What you will do
After locating the line with "M0,1449L58,1451L412,1518" in the data that follows, return it and every later line exactly, up to and including the line with "<!-- secondary -->".

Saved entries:
<<<<
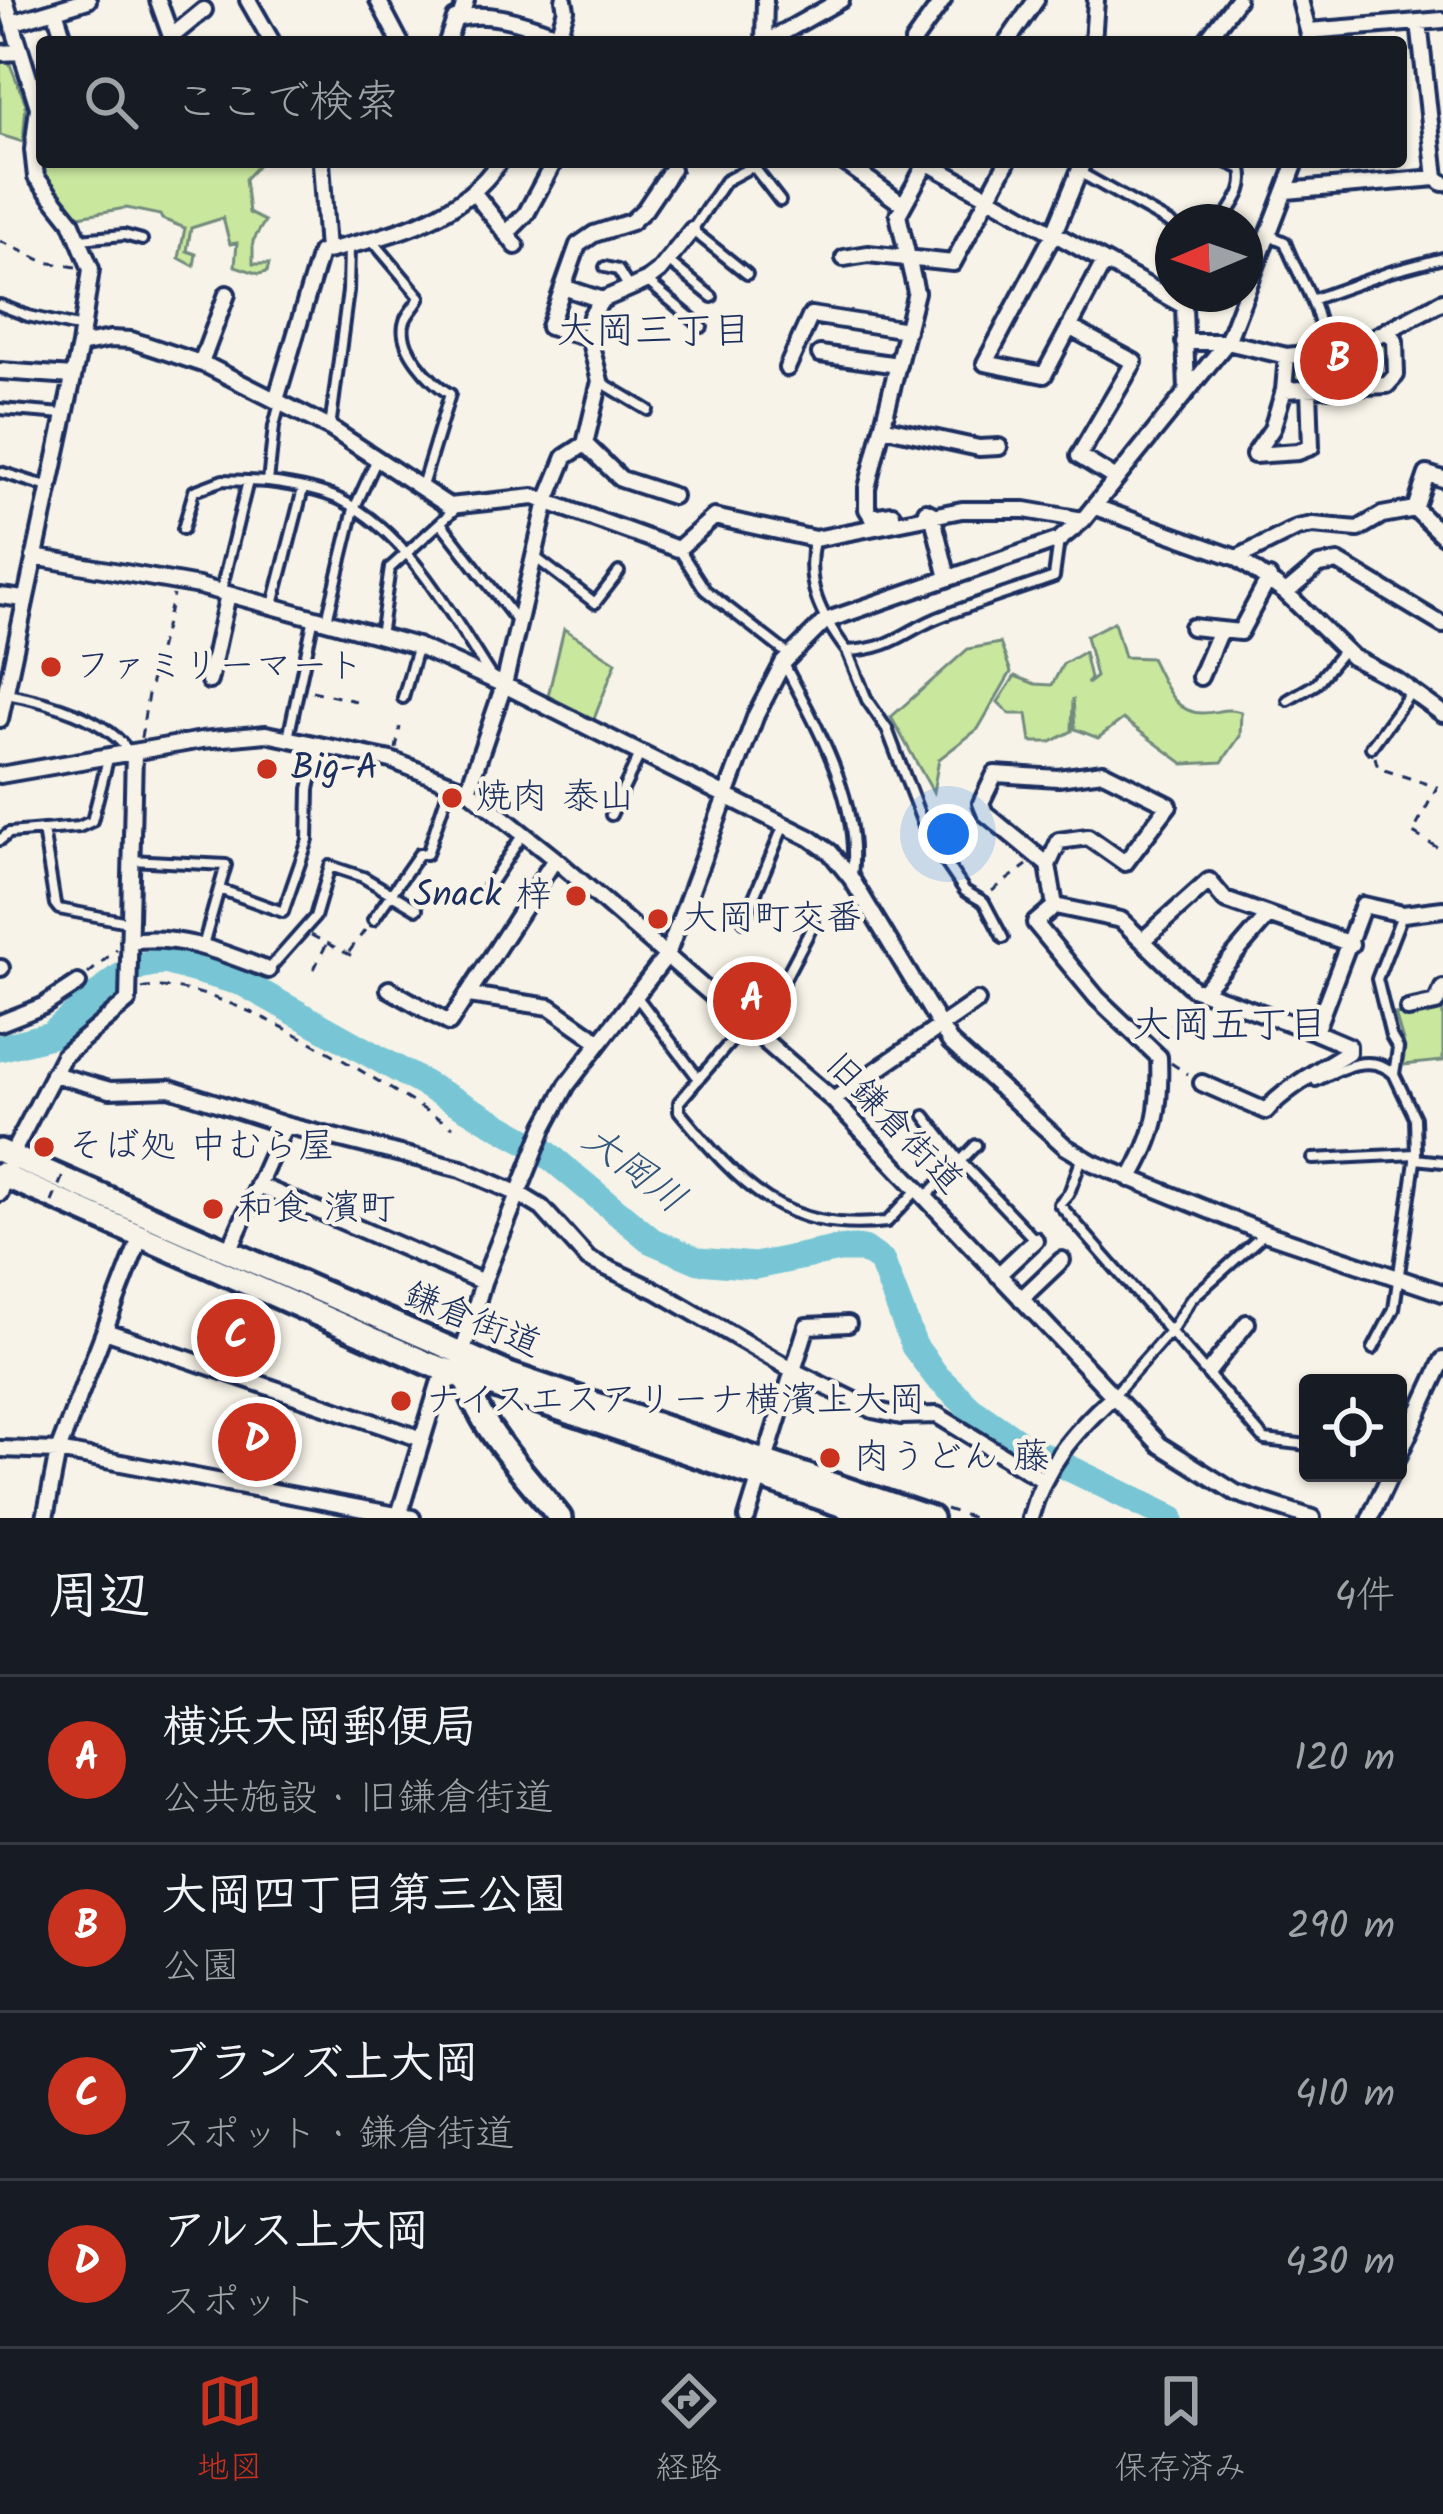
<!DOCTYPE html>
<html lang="ja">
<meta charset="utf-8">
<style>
body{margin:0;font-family:Kalam,"Klee One",sans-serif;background:#20242c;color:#f1f3f6}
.controls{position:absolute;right:36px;bottom:36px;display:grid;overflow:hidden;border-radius:12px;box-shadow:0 3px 9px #0004}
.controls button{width:108px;height:108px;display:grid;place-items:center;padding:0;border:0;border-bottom:3px solid #363941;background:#171b24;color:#f1f3f6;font:60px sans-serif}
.compass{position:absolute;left:1155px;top:204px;width:108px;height:108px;border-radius:50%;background:#171b24;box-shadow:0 3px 9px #0004;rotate:268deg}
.you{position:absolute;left:948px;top:834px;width:42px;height:42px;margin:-30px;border:9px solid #fff;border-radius:50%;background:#1a73e8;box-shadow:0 0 0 18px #1a73e833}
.badge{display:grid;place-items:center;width:78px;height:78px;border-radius:50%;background:#c8321e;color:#fff;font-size:39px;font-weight:700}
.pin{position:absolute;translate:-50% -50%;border:6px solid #fff;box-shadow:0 3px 12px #0006}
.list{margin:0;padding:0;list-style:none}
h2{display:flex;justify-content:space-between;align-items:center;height:156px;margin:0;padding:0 48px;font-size:51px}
h2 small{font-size:39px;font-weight:400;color:#9ea1a6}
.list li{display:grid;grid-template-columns:78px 1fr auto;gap:36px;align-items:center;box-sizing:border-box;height:168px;padding:0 48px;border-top:3px solid #363941}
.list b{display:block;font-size:45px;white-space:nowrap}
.list p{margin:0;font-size:39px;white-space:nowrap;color:#9ea1a6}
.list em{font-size:39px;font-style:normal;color:#9ea1a6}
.icon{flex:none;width:66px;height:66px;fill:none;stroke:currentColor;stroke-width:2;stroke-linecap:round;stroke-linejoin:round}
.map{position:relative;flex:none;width:1443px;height:1518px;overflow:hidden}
.search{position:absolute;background:#171b24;box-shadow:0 3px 9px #0004;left:36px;right:36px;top:36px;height:132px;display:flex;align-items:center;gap:30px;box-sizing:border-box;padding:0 42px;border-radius:12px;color:#9ea1a6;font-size:45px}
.sheet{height:828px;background:#171b24}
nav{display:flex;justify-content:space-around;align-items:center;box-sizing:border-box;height:168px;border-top:3px solid #363941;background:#171b24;font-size:33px;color:#9ea1a6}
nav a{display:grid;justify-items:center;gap:6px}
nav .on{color:#c8321e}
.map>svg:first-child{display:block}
.green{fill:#cae79e;stroke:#728b7e;stroke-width:3}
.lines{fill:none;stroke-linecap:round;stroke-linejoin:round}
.river{stroke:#78c6d5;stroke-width:27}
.lane-casing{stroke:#1b2f5e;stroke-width:16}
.street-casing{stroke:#1b2f5e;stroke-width:22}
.secondary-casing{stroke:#1b2f5e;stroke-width:30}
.primary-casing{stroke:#1b2f5e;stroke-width:30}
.path{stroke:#1b2f5e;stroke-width:3;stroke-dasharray:9 9;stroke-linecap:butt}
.lane{stroke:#f7f3e8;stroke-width:8}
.street{stroke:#f7f3e8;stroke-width:14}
.secondary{stroke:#f7f3e8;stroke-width:21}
.primary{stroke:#f7f3e8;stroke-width:21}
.path-bridge{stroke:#1b2f5e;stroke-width:3;stroke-dasharray:9 9;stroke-linecap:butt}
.poi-dot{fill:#c8321e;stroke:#f7f3e8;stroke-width:4.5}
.labels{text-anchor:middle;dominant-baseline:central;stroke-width:9;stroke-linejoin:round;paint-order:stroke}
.poi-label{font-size:36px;fill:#1b2f5e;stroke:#f7f3e8;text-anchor:start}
.street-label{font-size:36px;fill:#1b2f5e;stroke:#f7f3e8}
.neighbourhood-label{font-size:39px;fill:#1b2f5e;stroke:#f7f3e8}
.water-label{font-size:39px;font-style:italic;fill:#32557c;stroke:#f7f3e8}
</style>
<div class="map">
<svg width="1443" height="1518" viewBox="0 0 1443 1518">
<rect width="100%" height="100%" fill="#f7f3e8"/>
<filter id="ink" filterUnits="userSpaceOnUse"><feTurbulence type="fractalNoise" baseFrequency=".00833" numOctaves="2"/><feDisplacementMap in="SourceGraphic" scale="24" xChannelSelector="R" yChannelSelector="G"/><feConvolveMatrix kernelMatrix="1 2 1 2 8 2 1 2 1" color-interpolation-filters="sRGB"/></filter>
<g filter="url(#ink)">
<!-- green -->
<path class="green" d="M0,62H9L26,104L23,142L0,135Z
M42,113V162H261L245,179L249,213L265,221L253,241V264H269L267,272L259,274L235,266L237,243L230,244L223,218L191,228L187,251L196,254L194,266L179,258L185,228L162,219L160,215L126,208L73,217C36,171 35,173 42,113Z
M1383,339L1386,351L1381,376L1373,380L1292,383L1293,356Z
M1114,622L1124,657L1151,658C1163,680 1172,713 1202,713C1218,713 1225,707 1241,712L1240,736L1222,762L1184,764L1123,719L1098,738L1075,729L1073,698L1072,731L1051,742H1031L1027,714H1010L998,702L1015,676L1035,684L1052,685L1063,664L1084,652L1090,678L1087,684L1096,677L1086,636Z
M564,629L616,662L594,719L548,696Z
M1000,643L1011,672L978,729L939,759L933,792L891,717L968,649Z
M1443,1011V1061L1403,1065L1405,1048L1395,1014Z"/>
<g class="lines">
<!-- river -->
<path class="river" d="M0,1048L51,1035L115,980L139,966L164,961L243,983L541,1149L652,1241L699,1261L755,1266L839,1249H864L882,1262L914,1346L937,1377L971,1409L1024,1446L1171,1518"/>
<defs>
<path id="lane" d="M755,163L753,166L780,201
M1079,172L1173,225
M1223,222C1233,203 1247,192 1242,169L1226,162
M1269,235L1285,242C1299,281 1324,308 1322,351
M80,239L124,235L142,240
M372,240L420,297C417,305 408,312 405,321C396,346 431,383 450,394L422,486
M668,261L712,297
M605,267L618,270L629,288
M747,274L692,230L725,181L753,166
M648,282L702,327
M1314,299L1390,272L1443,258
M0,305L28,316L82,328
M601,382L648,410
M0,409L63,414
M330,428L348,291L349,247
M0,472L48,487
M268,482C292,485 320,490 341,500C409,534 452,617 492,678
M441,523L517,621
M183,529L194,491L223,480L248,481
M814,540C804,584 821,616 847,651C896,649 904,630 945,615C981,601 1018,590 1054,577L1059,540
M680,551L705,590L789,655
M536,558L595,603L619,572
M221,590L248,481L268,482L274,426L280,403
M273,605L303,489
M327,620L354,509L376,461
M380,636L390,568L455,509
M847,651L867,700L887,729L928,837L965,891L984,902L1003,938
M784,664C817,727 861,801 852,875
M7,694C45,701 109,718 130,754
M403,698L417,648
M1288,700L1316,684L1343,651
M288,738L314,617
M1371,747L1411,692
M611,815L640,754
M43,830L55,904L59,909L128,922
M0,840L9,833L79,827L92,821L108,759
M130,860L226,865L219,889L283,912L308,840L309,789L319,746
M486,890L523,834
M373,920L419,854H427L451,782
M744,921L784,825
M203,946L219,889
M269,969L315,917L330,866L363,877L417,909
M637,997L699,1079
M745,1025L679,1102V1111C740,1185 784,1234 887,1222L917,1190
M752,1027L773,1001L814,923
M1316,1081C1340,1068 1372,1052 1394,1074
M925,1116L960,1161L1034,1239
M1082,1158L1069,1193L1059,1204L1265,1440L1308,1445
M1313,1159L1416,1154
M1415,1159L1443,1162
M926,1197L976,1145
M1373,1349L1394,1309L1416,1154L1415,1118L1394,1074L1398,1048L1391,1036L1377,979L1402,915
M1112,1397L1172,1329L1191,1299L1264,1234"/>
<path id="street" d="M158,0L173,42
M248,0L272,42
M378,0L400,42
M1300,0L1311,42
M460,18L466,0
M1419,22L1436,178
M12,23L55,10
M1309,31L1443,20
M171,37L204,10
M556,41L566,10L564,0
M65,42L55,10L88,0
M447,42L455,19C490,9 525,24 558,35
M764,42L765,0
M766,42L841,0
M913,42L943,0
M1007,42L1036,0
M1093,42L1096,0
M1205,42L1237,0
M0,53L21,52
M321,162L327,251
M844,162L902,204
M926,162L1184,306L1187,391
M1083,162L1053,235L985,363L1044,375L1104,262
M1286,191L1436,178L1443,183
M474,193L516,246
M506,234L526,214L554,162
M844,258L868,254L953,263L1007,162
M563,287L602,300
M1069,327L1134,362L1079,456L1116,479
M589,338L549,327L578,245L594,234L631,222L645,209L672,169
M1184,342H1227L1287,356L1322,352L1369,340L1443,301
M80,345L110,339L131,340L206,365L330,428L449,506L534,497L678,549L714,517L815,539L962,510H1025L1083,520
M820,354L898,365
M1287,356L1284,390L1387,385L1396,375L1395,341L1388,331
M201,363L227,294
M787,368L811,315L907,330
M0,371L73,376
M1284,390L1272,429L1254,455L1298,452L1311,447L1309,389
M276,400L320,253C385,236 459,222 499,162
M882,427L979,448L999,447
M585,444L621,479L673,496
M1095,507L1237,558L1286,593L1352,657L1396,680L1443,714
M1415,509L1427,474L1443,479
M1415,509L1443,536
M926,511L932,514L948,578
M892,514L872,517L867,509V488L916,292L898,215L927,162
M34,557L199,586L417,646L504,685L810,838L830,852L851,878L950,1042L1066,1147L1093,1163L1265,1233L1443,1293
M1237,558L1297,528L1313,525L1358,529L1382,515L1415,509
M1286,593L1319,565L1338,562L1443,625
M0,596L24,599
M1192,627L1240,632L1269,578
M1200,677L1220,630
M209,681L228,594
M0,719L80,345L91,269L71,221L36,177L33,150L38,107L5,0
M0,775L202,740L266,734L391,760L468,790L555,859L833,1100L1160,1445L1236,1493L1312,1518
M468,790L504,685L547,501L565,457L585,444L600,381L589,338L591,316L602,300L646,281L659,271L692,230
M1048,865L985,813L981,803L995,774L1058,778L1103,772L1169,805L1125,863L1088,837L1059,841L1048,865L1055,906
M1143,940L1209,881L1225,900L1351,944
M129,941C180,934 221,952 268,970
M0,968H1
M389,989L449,1023L555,859
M1203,991L1268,916
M469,995L550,1007L600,1042
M1408,1009L1436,1003L1443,988
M0,1023L43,1006L78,983
M53,1074L110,1090L170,1088L285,1125L461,1169L519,1194L542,1208L588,1259L657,1291L794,1371L873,1410L901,1416L937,1415L1043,1480
M1202,1083L1266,1111C1282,1090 1324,1067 1348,1052V1046L1315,1032
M833,1100L977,1001
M1130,1179C1156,1135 1161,1108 1159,1057L1097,998L1035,923L1055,906L1121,920L1192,988L1315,1032L1363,905L1403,914L1443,909
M258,1185L483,1282
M0,1193L15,1148L63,1056L128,1001L134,753
M229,1251L285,1125
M998,1275L1035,1240
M1021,1299L1062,1260
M105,1331L422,1439
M462,1354L483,1282L545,1126L567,1085L667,955L756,715L783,663L825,621L1059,540L1083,520L1227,342L1296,162
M1209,1371L1247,1323
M0,1449L58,1451L412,1518
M1398,1457L1443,1360
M45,1518L58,1451L141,1236
M398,1518L439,1384L461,1377
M747,1518L807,1326L848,1324
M1030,1518C1044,1466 1074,1432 1112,1397
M1370,1518L1391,1473"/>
<path id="secondary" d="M463,1363C469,1420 526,1474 560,1518"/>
<path id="primary" d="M0,1151L511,1375L931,1518
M0,1174L432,1365L879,1518"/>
</defs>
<!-- lane casing -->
<use href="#lane" class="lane-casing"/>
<!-- street casing -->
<use href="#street" class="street-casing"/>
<!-- secondary casing -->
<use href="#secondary" class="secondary-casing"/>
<!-- primary casing -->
<use href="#primary" class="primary-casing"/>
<!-- path -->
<path class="path" d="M0,241L45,262L76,267
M312,691L356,701
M141,738L148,694L173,595
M396,749L400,727
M1375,757L1378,768L1437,787L1413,833L1443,851
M992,891L1027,865
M311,935L354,957
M349,952L368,926
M314,969L326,945
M88,974L117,949
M142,989C217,971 385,1087 453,1127
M1159,1038L1193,1001
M1171,1063L1188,1074
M946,1509L973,1518"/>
<!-- lane -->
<use href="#lane" class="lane"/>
<!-- street -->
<use href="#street" class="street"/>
<!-- secondary -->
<use href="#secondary" class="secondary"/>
<!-- primary -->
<use href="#primary" class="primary"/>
<!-- path-bridge -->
<path class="path-bridge" d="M52,1202L64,1173"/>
</g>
</g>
<!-- markers -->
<g class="poi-dot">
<circle cx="51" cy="667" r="12"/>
<circle cx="267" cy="769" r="12"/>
<circle cx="452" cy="798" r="12"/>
<circle cx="576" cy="896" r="12"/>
<circle cx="658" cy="919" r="12"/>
<circle cx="44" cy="1147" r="12"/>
<circle cx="213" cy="1209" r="12"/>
<circle cx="401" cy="1401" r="12"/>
<circle cx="830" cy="1458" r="12"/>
</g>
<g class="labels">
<!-- poi labels -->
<g class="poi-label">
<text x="75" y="667">ファミリーマート</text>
<text x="291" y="769">Big-A</text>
<text x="476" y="798">焼肉 泰山</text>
<text x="552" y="896" text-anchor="end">Snack 梓</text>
<text x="682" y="919">大岡町交番</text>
<text x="68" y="1147">そば処 中むら屋</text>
<text x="237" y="1209">和食 濱町</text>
<text x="425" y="1401">ナイスエスアリーナ横濱上大岡</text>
<text x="854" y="1458">肉うどん 藤</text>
</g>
<!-- street labels -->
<g class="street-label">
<text transform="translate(893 1124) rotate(46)">旧鎌倉街道</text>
<text transform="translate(472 1321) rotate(22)">鎌倉街道</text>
</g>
<!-- neighbourhood labels -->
<g class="neighbourhood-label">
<text x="654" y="333">大岡三丁目</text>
<text x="1230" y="1027">大岡五丁目</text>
</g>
<!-- water labels -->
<g class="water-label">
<text transform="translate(633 1171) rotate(37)">大岡川</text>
</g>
</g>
</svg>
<div class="controls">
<button><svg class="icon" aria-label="locate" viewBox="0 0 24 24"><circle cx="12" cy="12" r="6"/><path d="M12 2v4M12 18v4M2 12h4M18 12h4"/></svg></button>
</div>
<svg class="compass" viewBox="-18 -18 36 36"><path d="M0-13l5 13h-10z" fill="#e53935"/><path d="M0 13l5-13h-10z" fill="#9ea1a6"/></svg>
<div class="you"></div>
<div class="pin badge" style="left:752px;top:1001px">A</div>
<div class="pin badge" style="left:1339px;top:361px">B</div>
<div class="pin badge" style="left:236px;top:1338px">C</div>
<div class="pin badge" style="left:257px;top:1442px">D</div>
<div class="search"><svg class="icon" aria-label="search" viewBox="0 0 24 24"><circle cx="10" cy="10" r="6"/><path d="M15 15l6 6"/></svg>ここで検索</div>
</div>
<section class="sheet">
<h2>周辺<small>4件</small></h2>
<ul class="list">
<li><span class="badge">A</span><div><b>横浜大岡郵便局</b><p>公共施設 · 旧鎌倉街道</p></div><em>120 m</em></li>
<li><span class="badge">B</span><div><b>大岡四丁目第三公園</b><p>公園</p></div><em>290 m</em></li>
<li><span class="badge">C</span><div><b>ブランズ上大岡</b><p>スポット · 鎌倉街道</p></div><em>410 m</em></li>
<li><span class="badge">D</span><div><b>アルス上大岡</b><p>スポット</p></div><em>430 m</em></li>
</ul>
</section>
<nav>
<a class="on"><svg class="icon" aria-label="map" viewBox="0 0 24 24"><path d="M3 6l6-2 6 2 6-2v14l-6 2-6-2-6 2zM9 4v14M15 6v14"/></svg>地図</a>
<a><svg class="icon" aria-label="directions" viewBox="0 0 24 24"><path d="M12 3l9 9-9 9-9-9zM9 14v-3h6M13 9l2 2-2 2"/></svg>経路</a>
<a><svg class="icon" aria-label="saved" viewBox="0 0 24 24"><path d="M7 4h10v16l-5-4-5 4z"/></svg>保存済み</a>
</nav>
>>>>
Response
M0,1449L58,1451L412,1518
M1398,1457L1443,1360
M45,1518L58,1451L141,1236
M398,1518L439,1384L461,1377
M747,1518L807,1326L848,1324
M1030,1518C1044,1466 1074,1432 1112,1397
M1370,1518L1391,1473"/>
<path id="secondary" d="M463,1363C469,1420 526,1474 560,1518"/>
<path id="primary" d="M0,1151L511,1375L931,1518
M0,1174L432,1365L879,1518"/>
</defs>
<!-- lane casing -->
<use href="#lane" class="lane-casing"/>
<!-- street casing -->
<use href="#street" class="street-casing"/>
<!-- secondary casing -->
<use href="#secondary" class="secondary-casing"/>
<!-- primary casing -->
<use href="#primary" class="primary-casing"/>
<!-- path -->
<path class="path" d="M0,241L45,262L76,267
M312,691L356,701
M141,738L148,694L173,595
M396,749L400,727
M1375,757L1378,768L1437,787L1413,833L1443,851
M992,891L1027,865
M311,935L354,957
M349,952L368,926
M314,969L326,945
M88,974L117,949
M142,989C217,971 385,1087 453,1127
M1159,1038L1193,1001
M1171,1063L1188,1074
M946,1509L973,1518"/>
<!-- lane -->
<use href="#lane" class="lane"/>
<!-- street -->
<use href="#street" class="street"/>
<!-- secondary -->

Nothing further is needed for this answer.